Dataset entries:
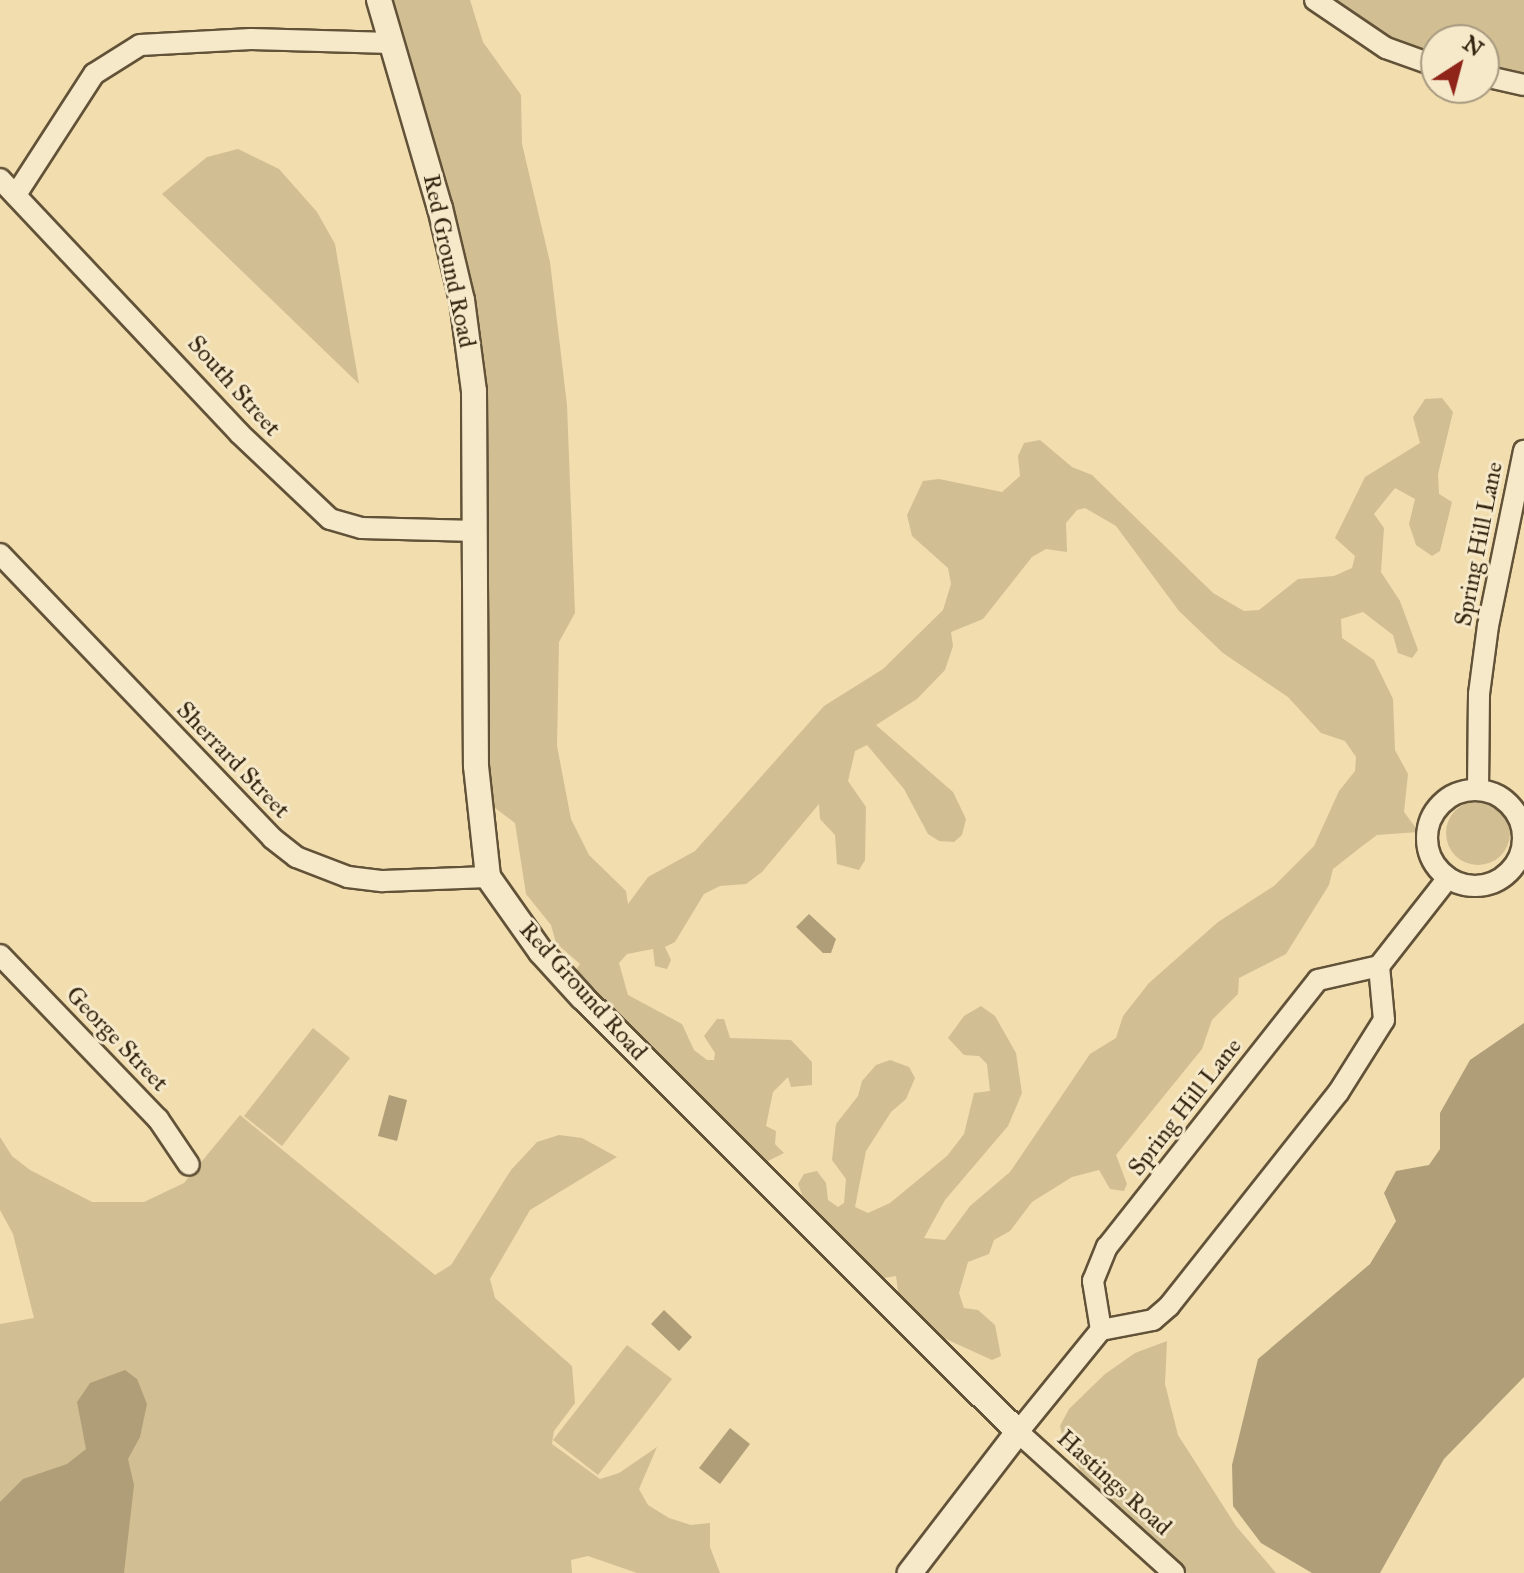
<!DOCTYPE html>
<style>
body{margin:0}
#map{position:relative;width:1524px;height:1573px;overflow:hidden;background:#f1ddae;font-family:"IM FELL Great Primer",serif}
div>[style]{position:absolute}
.green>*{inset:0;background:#d1be93}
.round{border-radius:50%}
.water>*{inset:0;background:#b09e78}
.roads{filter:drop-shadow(2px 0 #625238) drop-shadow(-2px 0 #625238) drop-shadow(0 2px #625238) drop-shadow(0 -2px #625238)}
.minor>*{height:20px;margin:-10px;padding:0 10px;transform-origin:10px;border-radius:10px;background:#f6e9ca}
.minor>.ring{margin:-10px;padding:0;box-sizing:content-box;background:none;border:20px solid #f6e9ca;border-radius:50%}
.tertiary>*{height:24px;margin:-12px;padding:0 12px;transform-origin:12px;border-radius:12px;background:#f6e9ca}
span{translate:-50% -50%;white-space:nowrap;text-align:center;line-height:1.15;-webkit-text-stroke:6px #f6e9ca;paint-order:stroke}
.street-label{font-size:24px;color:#332410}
.north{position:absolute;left:1420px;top:24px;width:80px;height:80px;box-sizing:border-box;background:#f6e9ca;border:2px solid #a89a80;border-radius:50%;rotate:36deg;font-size:22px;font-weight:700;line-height:32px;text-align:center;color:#332410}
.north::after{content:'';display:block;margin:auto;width:28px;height:36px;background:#8f2418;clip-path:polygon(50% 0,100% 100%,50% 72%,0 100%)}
</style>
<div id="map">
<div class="green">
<i style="clip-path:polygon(391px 0,470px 0,483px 42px,521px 95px,522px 144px,550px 262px,567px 405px,575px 613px,559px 642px,557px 746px,571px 819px,589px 855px,626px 891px,628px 904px,648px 877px,695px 851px,824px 706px,883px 669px,943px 610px,951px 584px,948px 568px,912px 536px,907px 515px,923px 481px,939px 479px,1002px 492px,1020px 476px,1018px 456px,1024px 443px,1040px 440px,1072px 467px,1092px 475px,1213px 593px,1244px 611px,1259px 610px,1298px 579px,1334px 576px,1352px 568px,1355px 556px,1335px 538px,1365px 477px,1420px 443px,1413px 417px,1425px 399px,1442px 398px,1453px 412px,1438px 474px,1439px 494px,1452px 502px,1440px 551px,1432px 556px,1416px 545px,1409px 524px,1415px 499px,1395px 488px,1374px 514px,1384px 528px,1381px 572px,1400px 601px,1418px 650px,1412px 658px,1398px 653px,1393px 635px,1363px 612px,1341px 619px,1342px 638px,1374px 660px,1393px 699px,1395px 750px,1408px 774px,1404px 812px,1419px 832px,1377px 835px,1361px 847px,1333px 869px,1329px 885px,1286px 954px,1239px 978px,1238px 994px,1212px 1020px,1202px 1049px,1116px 1155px,1127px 1184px,1124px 1191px,1110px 1189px,1099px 1170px,1072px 1177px,1032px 1202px,1010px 1231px,994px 1240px,989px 1254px,968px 1262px,959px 1293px,964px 1308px,978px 1310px,995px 1325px,1001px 1356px,992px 1360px,935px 1334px,899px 1299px,896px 1276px,878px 1279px,804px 1200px,798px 1184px,804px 1174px,817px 1171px,826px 1183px,828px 1200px,838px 1207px,844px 1203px,846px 1179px,832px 1160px,836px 1124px,858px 1096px,862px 1081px,876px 1065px,890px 1060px,909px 1067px,915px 1078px,906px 1099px,891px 1112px,866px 1151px,855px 1207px,868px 1213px,890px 1203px,947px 1156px,964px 1134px,974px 1093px,990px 1091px,987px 1064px,979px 1056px,964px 1055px,948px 1038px,964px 1016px,981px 1006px,995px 1016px,1016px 1053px,1022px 1093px,1008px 1126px,945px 1200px,924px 1238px,945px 1240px,970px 1206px,1010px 1172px,1090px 1054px,1116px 1038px,1123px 1016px,1149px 983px,1218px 922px,1274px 886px,1314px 846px,1339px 791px,1355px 771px,1356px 757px,1345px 741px,1321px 733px,1288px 697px,1223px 653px,1179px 611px,1116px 526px,1085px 508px,1077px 510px,1066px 523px,1067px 552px,1046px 549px,1032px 557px,983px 619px,951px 632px,953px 646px,945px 670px,917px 699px,876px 725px,953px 792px,966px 819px,962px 835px,954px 842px,939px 841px,928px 834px,904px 789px,867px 745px,855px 751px,848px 781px,866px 807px,865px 860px,859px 870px,837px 864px,835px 835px,820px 819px,819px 804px,762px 872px,746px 884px,720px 886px,704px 894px,675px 942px,665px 947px,671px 960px,667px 969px,655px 966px,653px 949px,627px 954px,619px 963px,628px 995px,682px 1024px,694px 1050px,707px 1060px,714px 1060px,715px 1053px,704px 1036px,717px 1019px,724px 1019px,730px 1038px,791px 1040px,812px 1062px,812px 1085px,791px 1087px,788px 1077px,773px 1092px,766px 1126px,776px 1131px,775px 1144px,784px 1153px,768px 1161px,751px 1156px,736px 1134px,718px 1124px,571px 977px,580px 964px,556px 943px,551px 925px,526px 894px,515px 823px,487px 802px,489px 684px,481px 652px,483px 353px,444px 180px)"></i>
<i style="clip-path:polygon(1315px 0,1524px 0,1524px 82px,1484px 76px,1484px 40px,1436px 40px,1436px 66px)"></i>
<i style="clip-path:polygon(238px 149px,279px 169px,317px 212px,335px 244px,359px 384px,162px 194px,207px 157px)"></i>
<i class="round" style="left:1446px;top:801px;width:64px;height:64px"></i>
<i style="clip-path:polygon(313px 1028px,350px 1058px,282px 1146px,244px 1116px)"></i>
<i style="clip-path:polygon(240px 1115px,435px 1275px,451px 1265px,511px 1170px,537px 1142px,559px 1135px,582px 1138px,617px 1157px,530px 1210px,490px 1279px,495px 1298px,572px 1366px,575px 1403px,554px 1431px,552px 1444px,600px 1479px,619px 1473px,657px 1447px,639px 1489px,648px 1505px,669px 1518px,691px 1525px,710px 1523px,710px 1547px,720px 1573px,637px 1573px,588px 1556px,571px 1560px,572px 1573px,0 1573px,0 1324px,34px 1318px,13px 1234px,0 1210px,0 1137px,12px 1156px,30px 1170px,92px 1202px,144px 1202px,184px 1183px)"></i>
<i style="clip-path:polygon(1167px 1341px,1165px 1384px,1178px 1435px,1236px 1526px,1276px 1573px,1183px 1573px,1110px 1507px,1082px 1474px,1063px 1439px,1060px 1426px,1069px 1409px,1105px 1374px,1135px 1353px)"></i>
<i style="clip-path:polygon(627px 1345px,672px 1379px,598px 1475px,553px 1440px)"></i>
</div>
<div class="water">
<i style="clip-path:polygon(809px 914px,836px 939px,831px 953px,823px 953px,796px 927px)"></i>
<i style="clip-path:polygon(1524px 1023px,1524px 1377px,1444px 1459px,1380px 1573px,1312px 1573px,1261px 1543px,1233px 1506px,1232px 1465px,1258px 1359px,1370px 1264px,1396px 1221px,1384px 1193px,1396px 1171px,1429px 1165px,1440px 1149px,1440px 1113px,1470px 1060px)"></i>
<i style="clip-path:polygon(389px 1095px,407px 1100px,397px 1141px,378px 1136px)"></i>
<i style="clip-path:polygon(664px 1310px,692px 1337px,679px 1351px,651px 1324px)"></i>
<i style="clip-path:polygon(125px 1370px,137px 1379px,147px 1404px,140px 1437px,128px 1459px,134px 1485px,124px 1573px,0 1573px,0 1502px,23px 1479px,67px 1464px,86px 1449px,77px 1402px,90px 1383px)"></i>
<i style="clip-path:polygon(730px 1428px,750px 1444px,720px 1484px,699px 1468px)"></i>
</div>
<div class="roads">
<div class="minor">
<i style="left:1315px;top:0;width:86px;rotate:34.1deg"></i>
<i style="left:1386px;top:48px;width:53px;rotate:19.8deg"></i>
<i style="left:1484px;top:76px;width:41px;rotate:12.7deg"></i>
<i style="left:0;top:179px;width:349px;rotate:46.7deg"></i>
<i style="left:239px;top:433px;width:125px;rotate:43.4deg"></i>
<i style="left:330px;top:519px;width:33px;rotate:16deg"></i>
<i style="left:362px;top:528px;width:114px;rotate:1.5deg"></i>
<i style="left:17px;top:193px;width:142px;rotate:-57.1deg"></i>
<i style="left:94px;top:74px;width:54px;rotate:-32.2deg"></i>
<i style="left:140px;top:45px;width:111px;rotate:-3.1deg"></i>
<i style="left:251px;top:39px;width:140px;rotate:1.6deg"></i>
<i style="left:0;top:554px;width:393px;rotate:46.2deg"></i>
<i style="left:272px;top:838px;width:31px;rotate:38deg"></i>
<i style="left:296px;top:857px;width:56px;rotate:21deg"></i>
<i style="left:348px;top:877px;width:35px;rotate:7deg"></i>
<i style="left:383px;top:881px;width:105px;rotate:-2.2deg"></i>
<i style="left:1478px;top:790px;width:96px;rotate:-89.4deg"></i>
<i style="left:1479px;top:694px;width:69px;rotate:-82.5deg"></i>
<i style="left:1488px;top:626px;width:179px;rotate:-78.4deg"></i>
<i class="ring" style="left:1427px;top:790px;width:76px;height:76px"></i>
<i style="left:0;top:955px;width:228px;rotate:46.1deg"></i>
<i style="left:158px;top:1119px;width:55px;rotate:56deg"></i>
<i style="left:1101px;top:1330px;width:50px;rotate:-99.3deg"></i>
<i style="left:1093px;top:1281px;width:37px;rotate:-68deg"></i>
<i style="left:1107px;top:1247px;width:340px;rotate:-51.7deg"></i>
<i style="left:1318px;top:980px;width:63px;rotate:-12.9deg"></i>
<i style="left:1379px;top:966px;width:112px;rotate:-51.9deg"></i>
<i style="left:1174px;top:1573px;width:210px;rotate:-137.9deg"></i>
<i style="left:1018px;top:1432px;width:132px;rotate:-50.9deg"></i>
<i style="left:1101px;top:1330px;width:53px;rotate:-10.9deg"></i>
<i style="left:1153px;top:1320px;width:21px;rotate:-41deg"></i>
<i style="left:1169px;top:1306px;width:272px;rotate:-51.6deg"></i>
<i style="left:1338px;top:1093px;width:86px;rotate:-57.8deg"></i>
<i style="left:1384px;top:1020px;width:54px;rotate:-95.3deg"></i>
</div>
<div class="tertiary">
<i style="left:379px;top:0;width:217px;rotate:73.7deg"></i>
<i style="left:440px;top:208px;width:95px;rotate:76.6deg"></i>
<i style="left:462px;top:300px;width:92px;rotate:82.5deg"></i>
<i style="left:474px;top:391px;width:375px;rotate:89.7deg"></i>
<i style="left:476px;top:766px;width:112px;rotate:83.8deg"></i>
<i style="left:488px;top:877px;width:92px;rotate:54.8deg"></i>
<i style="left:541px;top:952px;width:62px;rotate:47.6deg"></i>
<i style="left:583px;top:998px;width:614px;rotate:44.93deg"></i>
<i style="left:1018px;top:1432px;width:178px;rotate:127.5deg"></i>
</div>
</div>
<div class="street-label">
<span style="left:449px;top:261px;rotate:78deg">Red Ground Road</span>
<span style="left:234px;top:386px;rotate:48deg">South Street</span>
<span style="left:1479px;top:544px;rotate:-79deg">Spring Hill Lane</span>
<span style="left:233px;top:760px;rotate:46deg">Sherrard Street</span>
<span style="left:583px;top:991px;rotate:48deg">Red Ground Road</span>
<span style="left:117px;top:1039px;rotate:46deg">George Street</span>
<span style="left:1185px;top:1107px;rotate:-52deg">Spring Hill Lane</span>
<span style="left:1114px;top:1483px;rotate:42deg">Hastings Road</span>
</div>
<div class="north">N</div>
</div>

Instructions for the task: What is needed is an exact copy of the lines from the start of the records through the line containing "0 #625238) drop-shadow(-2px", with no pictures.

Your solution:
<!DOCTYPE html>
<style>
body{margin:0}
#map{position:relative;width:1524px;height:1573px;overflow:hidden;background:#f1ddae;font-family:"IM FELL Great Primer",serif}
div>[style]{position:absolute}
.green>*{inset:0;background:#d1be93}
.round{border-radius:50%}
.water>*{inset:0;background:#b09e78}
.roads{filter:drop-shadow(2px 0 #625238) drop-shadow(-2px 0 #625238) drop-shadow(0 2px #625238) drop-shadow(0 -2px #625238)}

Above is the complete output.